**TASK TO CARRY OUT**
The copy must run from the first line of the entries below through the line containing "position:absolute; left:18px; top:18px;", restated word for word, with pictures left out.

(Stored data entries)
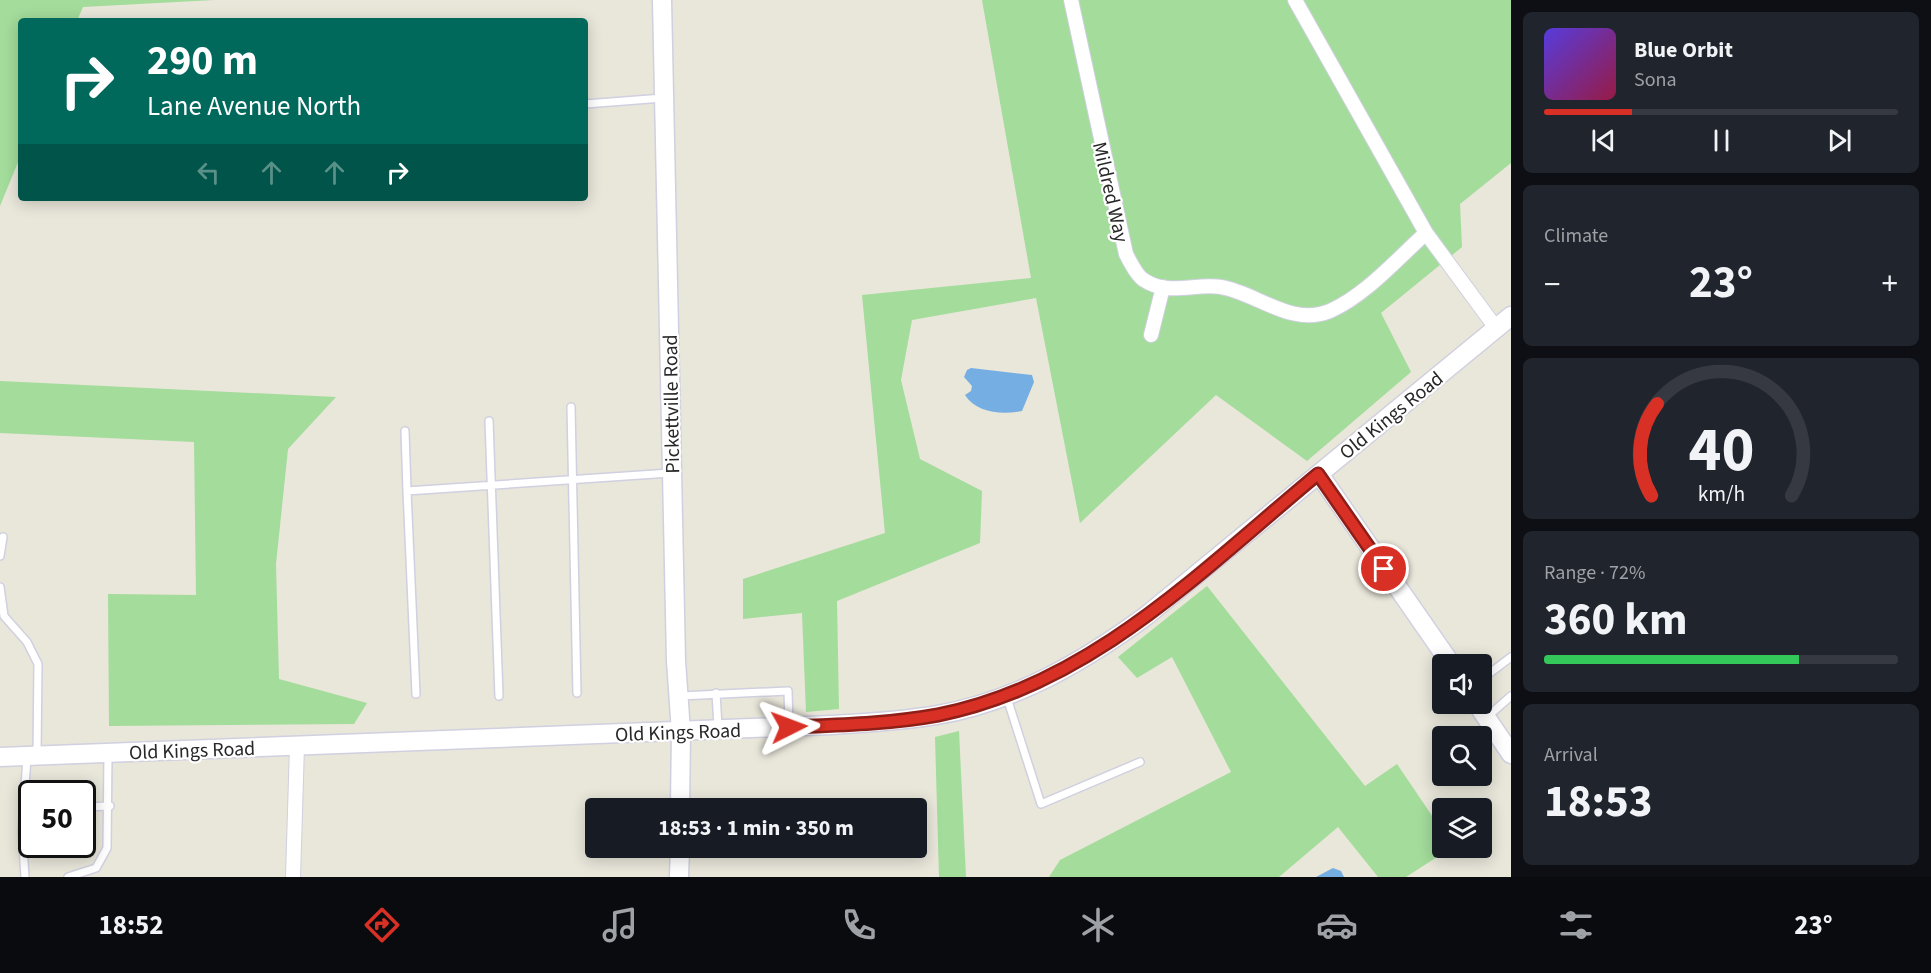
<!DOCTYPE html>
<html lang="en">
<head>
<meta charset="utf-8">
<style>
	body { margin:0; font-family:"Source Sans 3",sans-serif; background:#20242c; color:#f1f3f6; height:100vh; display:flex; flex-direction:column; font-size:22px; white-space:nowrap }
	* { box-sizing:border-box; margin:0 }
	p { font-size:20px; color:#9ea1a6 }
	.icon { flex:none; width:33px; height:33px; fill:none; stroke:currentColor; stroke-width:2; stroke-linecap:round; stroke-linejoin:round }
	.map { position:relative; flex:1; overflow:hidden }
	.details { display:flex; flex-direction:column; gap:12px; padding:12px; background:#0d0f14; width:420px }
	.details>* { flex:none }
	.hud { position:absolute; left:18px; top:18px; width:570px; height:183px; border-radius:6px; box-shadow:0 3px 15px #0003; background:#00695c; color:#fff; overflow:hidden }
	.buttons { position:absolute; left:1432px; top:654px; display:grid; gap:12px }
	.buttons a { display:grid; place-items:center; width:60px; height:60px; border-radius:6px; background:#171b24; box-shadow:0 3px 15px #0003; font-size:30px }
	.speed { position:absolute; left:18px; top:780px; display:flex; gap:12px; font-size:30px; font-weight:700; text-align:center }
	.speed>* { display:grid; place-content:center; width:78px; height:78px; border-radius:50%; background:#171b24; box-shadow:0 3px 15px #0003; line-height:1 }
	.speed .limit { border:3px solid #111; border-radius:9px; background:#fff; color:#111 }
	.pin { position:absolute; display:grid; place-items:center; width:51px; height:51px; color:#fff; margin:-26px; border:3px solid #fff; border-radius:50%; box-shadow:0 2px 6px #0007 }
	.me { position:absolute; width:66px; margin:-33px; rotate:87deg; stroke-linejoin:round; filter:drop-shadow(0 0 4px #0008) }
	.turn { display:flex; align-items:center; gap:21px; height:126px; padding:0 30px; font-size:27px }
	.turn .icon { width:78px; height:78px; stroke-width:2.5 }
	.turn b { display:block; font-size:42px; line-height:51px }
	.lanes { display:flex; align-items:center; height:57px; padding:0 30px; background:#0003; justify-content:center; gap:30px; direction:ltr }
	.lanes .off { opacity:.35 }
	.big { font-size:45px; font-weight:700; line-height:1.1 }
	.details .tile { flex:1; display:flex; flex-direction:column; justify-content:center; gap:9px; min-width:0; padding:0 21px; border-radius:9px; background:#20242c }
	.details .dial { align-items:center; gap:0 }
	.dial svg { height:156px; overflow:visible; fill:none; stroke:#363941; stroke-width:7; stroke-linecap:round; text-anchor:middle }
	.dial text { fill:#f1f3f6; stroke:none }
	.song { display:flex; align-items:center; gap:18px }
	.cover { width:72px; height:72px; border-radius:9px; background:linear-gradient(135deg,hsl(250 70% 55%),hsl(340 70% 35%)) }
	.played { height:6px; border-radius:3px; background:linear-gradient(90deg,#d93025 25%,#363941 25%) }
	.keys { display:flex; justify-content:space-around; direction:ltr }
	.heat { display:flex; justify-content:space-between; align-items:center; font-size:33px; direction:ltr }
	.charge { height:9px; border-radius:4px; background:linear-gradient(90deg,#34c759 72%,#363941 0) }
	.trip { position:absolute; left:585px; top:798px; width:342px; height:60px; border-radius:6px; background:#171b24; box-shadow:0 3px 15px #0003; font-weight:700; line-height:60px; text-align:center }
	.tab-bar { display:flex; height:96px; justify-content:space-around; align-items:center; background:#090b0e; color:#9ea1a6 }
	.tab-bar .icon { width:42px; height:42px }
	.tab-bar .active { color:#d93025 }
	.tab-bar b { font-size:27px; color:#f1f3f6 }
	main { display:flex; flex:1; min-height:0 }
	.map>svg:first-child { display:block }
	.green { fill:#a3dc9b }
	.water { fill:#75aee3 }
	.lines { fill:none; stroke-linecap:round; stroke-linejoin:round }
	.lane-casing { stroke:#d0d0e0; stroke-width:10 }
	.street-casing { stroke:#d0d0e0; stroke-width:16 }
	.secondary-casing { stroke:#d0d0e0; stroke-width:21 }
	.lane { stroke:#fff; stroke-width:7 }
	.street { stroke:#fff; stroke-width:14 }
	.secondary { stroke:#fff; stroke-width:18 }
	.route-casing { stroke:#8d1f18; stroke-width:15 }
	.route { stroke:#d93025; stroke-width:10 }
	.labels { text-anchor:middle; stroke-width:4.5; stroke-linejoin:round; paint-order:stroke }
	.street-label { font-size:20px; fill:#282828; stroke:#fff }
</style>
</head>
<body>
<main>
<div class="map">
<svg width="1511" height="877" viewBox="0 0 1511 877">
	<rect width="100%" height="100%" fill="#e9e6da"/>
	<path class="green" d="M0 0H214L83 7 77 21H21V155L0 206Z
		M982 0H1511V163L1460 204 1462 247 1381 313 1411 372 1307 461 1216 395 1080 523 1036 298 912 320 901 380 920 459 982 491 980 543 837 601 839 709 806 712 802 613 743 619V579L885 533 862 295 1031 278Z
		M0 381 336 397 288 449 276 564 279 679 367 703 354 724 109 726 108 594 196 595 194 442 0 433Z
		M1207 586 1365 786 1397 764 1443 832V848H1451L1406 877H1378L1338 827 1279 877H1049L1060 860 1231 772 1172 657 1137 678 1118 657Z
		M959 731 966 877H939L935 737Z"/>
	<path class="water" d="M971 368 1032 375 1034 382 1022 411C1002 415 976 413 965 395L971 391 972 386 964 377 967 370Z
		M1333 868 1341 871 1344 877H1316Z"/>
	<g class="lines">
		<g class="lane-casing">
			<path id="lane" d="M585 104 663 98
				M571 407 577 693
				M489 421 499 696
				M405 431 407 491
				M0 556 3 537
				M0 587 4 616 27 642 38 664 37 754
				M1482 679 1511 657
				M716 693 718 727
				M416 694 407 491 670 473
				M680 696 788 691 789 725
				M1007 698 1041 804 1140 762
				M1487 717 1511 696
				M82 807 110 806
				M25 877 22 831 27 757
				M68 877 96 868 107 848 108 754"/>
		</g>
		<g class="street-casing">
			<path id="street" d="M1071 0 1126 254C1130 262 1137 276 1144 280 1167 296 1196 283 1221 287 1257 293 1291 327 1330 311 1366 295 1397 259 1426 233
				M1295 0 1426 233 1496 328
				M1151 335 1163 287
				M293 877 297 746"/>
		</g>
		<g class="secondary-casing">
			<path id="secondary" d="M662 0 676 661 681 732 680 808
				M1319 474 1451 664
				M1477 704 1511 754
				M0 757 832 725C867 723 902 721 937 715 1014 702 1083 662 1146 616L1511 316
				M679 877 680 848"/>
		</g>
		<use href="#lane" class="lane"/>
		<use href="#street" class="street"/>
		<use href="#secondary" class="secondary"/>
	</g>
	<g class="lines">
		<g class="route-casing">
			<path id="route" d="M789 727C838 725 889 724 938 715 1091 685 1203 569 1318 474L1384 569"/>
		</g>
		<use href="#route" class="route"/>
	</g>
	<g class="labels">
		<g class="street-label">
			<text transform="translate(1111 192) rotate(77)" y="7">Mildred Way</text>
			<text transform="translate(671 404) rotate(-91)" y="7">Pickettville Road</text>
			<text transform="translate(1391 415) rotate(-39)" y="7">Old Kings Road</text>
			<text transform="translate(678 732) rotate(-2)" y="7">Old Kings Road</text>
			<text transform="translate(192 750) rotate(-2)" y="7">Old Kings Road</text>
		</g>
	</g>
</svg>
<div class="buttons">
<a><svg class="icon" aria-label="sound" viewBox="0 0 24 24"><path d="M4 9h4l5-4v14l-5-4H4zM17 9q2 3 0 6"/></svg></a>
<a><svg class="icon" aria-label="search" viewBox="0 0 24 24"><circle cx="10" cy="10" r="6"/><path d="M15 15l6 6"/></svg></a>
<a><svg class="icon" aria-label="layers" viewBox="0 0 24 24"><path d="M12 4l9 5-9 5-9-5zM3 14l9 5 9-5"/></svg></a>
</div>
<div class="speed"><div class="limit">50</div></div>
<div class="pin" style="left:1384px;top:569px;background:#d93025"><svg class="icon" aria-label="arrive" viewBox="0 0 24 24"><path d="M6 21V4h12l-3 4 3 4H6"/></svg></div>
<svg class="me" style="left:789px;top:727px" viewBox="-20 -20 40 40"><path d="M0-17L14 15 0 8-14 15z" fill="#d93025" stroke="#fff" stroke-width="4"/></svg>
<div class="trip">18:53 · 1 min · 350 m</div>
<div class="hud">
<div class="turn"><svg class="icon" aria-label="right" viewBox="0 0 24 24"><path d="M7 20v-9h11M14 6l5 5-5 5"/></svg><div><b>290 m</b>Lane Avenue North</div></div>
<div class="lanes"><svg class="icon off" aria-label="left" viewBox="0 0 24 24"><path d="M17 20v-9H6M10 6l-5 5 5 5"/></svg><svg class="icon off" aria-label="ahead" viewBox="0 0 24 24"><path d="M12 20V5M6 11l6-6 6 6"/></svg><svg class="icon off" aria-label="ahead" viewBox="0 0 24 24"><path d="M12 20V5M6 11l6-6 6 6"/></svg><svg class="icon" aria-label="right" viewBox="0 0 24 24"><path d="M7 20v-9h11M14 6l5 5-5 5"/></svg></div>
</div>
</div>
<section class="details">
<div class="tile">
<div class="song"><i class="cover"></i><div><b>Blue Orbit</b><p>Sona</p></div></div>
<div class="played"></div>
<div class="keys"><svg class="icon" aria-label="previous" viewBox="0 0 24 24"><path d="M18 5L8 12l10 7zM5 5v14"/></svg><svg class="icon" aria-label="pause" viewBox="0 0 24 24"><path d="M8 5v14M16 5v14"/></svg><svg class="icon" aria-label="next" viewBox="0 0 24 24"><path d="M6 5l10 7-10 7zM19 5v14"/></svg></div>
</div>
<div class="tile"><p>Climate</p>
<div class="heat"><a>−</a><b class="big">23°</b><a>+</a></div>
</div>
<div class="tile dial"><svg viewBox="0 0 100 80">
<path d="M14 69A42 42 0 1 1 86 69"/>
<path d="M14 69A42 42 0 0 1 17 22" stroke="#d93025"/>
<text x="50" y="56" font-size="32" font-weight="700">40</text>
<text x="50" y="72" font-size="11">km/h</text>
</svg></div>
<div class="tile"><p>Range · 72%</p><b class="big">360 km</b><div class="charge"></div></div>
<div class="tile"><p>Arrival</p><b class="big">18:53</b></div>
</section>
</main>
<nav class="tab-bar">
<b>18:52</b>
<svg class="icon active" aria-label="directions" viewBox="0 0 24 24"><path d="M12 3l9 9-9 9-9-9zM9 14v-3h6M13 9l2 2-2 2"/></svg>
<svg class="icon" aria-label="music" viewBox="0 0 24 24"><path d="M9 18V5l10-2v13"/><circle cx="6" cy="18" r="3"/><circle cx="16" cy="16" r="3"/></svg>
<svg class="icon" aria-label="phone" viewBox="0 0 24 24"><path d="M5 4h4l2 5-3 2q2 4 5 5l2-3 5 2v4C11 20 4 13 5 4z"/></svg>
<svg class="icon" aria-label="climate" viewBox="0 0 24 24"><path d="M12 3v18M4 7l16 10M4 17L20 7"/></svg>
<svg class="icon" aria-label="car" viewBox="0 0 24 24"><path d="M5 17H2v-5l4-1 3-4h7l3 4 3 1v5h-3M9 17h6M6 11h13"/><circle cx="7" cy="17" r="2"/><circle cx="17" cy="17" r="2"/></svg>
<svg class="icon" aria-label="filters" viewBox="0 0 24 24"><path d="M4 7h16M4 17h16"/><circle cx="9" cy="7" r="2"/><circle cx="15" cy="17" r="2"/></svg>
<b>23°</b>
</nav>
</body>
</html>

**COMPLETED TASK**
<!DOCTYPE html>
<html lang="en">
<head>
<meta charset="utf-8">
<style>
	body { margin:0; font-family:"Source Sans 3",sans-serif; background:#20242c; color:#f1f3f6; height:100vh; display:flex; flex-direction:column; font-size:22px; white-space:nowrap }
	* { box-sizing:border-box; margin:0 }
	p { font-size:20px; color:#9ea1a6 }
	.icon { flex:none; width:33px; height:33px; fill:none; stroke:currentColor; stroke-width:2; stroke-linecap:round; stroke-linejoin:round }
	.map { position:relative; flex:1; overflow:hidden }
	.details { display:flex; flex-direction:column; gap:12px; padding:12px; background:#0d0f14; width:420px }
	.details>* { flex:none }
	.hud { position:absolute; left:18px; top:18px; width:570px; height:183px; border-radius:6px; box-shadow:0 3px 15px #0003; background:#00695c; color:#fff; overflow:hidden }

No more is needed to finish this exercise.